[Dataset entries]
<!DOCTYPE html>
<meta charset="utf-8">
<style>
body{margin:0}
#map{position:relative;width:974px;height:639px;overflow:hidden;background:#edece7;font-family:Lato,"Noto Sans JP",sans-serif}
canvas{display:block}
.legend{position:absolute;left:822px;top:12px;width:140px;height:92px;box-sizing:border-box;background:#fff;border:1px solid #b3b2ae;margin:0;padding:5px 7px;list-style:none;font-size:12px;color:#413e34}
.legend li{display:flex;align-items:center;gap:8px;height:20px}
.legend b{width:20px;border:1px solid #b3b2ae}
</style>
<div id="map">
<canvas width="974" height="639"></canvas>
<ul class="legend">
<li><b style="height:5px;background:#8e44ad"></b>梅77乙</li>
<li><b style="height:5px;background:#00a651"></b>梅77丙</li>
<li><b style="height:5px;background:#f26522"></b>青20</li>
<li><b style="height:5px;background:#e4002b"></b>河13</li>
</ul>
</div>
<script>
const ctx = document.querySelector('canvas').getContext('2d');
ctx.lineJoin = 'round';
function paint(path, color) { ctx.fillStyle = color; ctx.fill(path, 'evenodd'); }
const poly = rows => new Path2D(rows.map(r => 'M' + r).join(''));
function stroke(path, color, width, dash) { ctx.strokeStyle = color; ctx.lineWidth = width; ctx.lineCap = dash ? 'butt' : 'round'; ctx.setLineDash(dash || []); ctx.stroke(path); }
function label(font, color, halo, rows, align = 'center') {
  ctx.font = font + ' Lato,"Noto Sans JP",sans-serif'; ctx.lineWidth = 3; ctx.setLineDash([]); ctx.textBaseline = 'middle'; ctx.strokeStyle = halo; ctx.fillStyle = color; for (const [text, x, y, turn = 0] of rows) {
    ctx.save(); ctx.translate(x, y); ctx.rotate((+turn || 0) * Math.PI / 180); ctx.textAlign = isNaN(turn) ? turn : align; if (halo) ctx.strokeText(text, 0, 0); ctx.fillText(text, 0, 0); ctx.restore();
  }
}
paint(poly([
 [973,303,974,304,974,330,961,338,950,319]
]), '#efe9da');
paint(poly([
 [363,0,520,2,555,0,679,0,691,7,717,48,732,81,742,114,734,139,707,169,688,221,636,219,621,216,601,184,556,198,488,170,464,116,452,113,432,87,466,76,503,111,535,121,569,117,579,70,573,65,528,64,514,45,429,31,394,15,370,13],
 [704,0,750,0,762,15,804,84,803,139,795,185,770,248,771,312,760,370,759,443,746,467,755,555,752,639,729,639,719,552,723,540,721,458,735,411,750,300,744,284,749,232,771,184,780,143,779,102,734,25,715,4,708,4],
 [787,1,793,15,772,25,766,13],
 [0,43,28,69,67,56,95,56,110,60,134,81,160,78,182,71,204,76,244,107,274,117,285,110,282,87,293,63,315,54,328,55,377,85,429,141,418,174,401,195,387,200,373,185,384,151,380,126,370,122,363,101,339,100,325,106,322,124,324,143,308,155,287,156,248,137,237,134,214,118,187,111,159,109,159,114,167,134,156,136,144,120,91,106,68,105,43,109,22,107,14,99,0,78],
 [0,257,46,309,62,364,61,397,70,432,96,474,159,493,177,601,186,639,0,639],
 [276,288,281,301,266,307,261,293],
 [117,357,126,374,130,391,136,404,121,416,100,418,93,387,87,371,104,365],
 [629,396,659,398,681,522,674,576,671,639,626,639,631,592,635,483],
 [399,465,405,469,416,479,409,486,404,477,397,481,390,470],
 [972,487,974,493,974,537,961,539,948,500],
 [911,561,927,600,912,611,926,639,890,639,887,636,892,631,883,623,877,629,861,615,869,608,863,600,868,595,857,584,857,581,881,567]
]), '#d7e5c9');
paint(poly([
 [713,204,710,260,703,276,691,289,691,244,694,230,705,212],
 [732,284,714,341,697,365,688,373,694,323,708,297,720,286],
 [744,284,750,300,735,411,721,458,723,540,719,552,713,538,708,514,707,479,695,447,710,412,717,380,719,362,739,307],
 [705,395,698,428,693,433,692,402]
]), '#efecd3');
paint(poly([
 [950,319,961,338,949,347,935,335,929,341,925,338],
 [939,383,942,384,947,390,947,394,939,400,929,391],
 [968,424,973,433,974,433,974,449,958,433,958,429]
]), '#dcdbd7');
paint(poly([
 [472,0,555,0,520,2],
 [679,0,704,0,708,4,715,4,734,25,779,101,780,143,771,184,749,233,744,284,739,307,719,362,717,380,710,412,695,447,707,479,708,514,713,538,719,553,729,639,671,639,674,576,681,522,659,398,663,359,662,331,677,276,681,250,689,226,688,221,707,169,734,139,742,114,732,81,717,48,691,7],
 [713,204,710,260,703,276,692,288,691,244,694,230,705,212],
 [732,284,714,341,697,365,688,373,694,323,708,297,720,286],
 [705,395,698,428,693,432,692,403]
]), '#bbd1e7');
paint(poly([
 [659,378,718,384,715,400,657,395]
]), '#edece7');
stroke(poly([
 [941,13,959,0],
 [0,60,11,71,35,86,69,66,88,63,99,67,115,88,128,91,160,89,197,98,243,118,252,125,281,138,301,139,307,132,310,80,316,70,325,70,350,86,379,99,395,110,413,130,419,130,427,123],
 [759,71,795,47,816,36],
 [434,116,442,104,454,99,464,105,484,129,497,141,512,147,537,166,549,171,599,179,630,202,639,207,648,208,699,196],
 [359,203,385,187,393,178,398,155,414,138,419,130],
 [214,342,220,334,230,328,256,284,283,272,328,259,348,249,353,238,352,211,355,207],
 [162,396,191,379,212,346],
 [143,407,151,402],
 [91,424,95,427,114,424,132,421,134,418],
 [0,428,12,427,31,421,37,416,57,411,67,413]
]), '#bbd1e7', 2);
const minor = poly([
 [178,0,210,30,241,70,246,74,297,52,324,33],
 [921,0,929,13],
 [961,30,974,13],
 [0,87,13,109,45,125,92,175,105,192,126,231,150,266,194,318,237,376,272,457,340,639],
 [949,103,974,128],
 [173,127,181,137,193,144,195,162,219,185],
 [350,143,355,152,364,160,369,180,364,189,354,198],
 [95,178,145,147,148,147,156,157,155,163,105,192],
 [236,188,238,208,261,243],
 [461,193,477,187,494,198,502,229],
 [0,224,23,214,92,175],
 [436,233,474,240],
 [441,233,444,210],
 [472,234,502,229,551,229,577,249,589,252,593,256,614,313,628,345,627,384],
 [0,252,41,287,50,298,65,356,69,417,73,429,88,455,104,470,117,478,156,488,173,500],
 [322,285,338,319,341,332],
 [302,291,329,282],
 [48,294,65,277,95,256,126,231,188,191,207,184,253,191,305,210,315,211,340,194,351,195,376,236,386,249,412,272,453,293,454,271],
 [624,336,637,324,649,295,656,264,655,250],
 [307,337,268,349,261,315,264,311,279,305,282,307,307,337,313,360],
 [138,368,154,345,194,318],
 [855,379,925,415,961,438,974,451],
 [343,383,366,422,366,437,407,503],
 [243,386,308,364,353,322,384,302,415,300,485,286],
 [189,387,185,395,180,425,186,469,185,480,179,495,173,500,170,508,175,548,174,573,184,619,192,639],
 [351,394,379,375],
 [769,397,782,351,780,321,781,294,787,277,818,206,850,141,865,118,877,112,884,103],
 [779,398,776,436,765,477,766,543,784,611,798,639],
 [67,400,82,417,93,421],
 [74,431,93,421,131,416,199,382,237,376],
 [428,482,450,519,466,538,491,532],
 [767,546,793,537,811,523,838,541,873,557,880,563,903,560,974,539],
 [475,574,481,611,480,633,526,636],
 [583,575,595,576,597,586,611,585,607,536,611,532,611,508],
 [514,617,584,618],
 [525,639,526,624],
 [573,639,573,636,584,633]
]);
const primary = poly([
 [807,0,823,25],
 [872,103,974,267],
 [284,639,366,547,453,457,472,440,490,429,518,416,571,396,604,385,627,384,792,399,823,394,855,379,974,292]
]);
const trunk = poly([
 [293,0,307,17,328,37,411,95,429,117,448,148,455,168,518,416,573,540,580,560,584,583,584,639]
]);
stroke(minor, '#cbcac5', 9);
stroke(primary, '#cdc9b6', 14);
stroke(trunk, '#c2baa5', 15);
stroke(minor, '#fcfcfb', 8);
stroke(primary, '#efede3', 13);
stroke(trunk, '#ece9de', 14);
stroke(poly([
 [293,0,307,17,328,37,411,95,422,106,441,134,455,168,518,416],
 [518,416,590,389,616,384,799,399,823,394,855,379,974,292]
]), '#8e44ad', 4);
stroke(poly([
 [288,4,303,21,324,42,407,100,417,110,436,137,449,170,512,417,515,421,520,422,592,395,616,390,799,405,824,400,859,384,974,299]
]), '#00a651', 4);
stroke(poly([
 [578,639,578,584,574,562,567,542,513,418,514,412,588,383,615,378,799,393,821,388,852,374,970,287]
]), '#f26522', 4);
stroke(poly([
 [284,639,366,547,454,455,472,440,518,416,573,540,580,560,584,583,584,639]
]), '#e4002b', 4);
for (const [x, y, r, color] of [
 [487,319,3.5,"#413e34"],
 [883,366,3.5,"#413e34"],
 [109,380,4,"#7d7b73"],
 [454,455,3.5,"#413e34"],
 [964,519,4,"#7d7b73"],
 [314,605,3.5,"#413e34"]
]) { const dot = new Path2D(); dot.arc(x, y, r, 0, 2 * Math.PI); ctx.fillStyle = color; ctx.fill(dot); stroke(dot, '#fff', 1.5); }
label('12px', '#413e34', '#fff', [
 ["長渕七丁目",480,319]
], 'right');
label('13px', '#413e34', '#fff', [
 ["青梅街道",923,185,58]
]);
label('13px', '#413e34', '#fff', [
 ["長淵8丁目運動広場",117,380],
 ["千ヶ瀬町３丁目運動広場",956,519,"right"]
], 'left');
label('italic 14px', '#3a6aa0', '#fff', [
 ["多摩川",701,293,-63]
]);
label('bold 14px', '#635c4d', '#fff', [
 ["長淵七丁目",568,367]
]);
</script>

◆ **ASSIGNMENT**
Extract each line holding the word "function" from the records.

◆ **RESULT OF THIS TASK**
function paint(path, color) { ctx.fillStyle = color; ctx.fill(path, 'evenodd'); }
function stroke(path, color, width, dash) { ctx.strokeStyle = color; ctx.lineWidth = width; ctx.lineCap = dash ? 'butt' : 'round'; ctx.setLineDash(dash || []); ctx.stroke(path); }
function label(font, color, halo, rows, align = 'center') {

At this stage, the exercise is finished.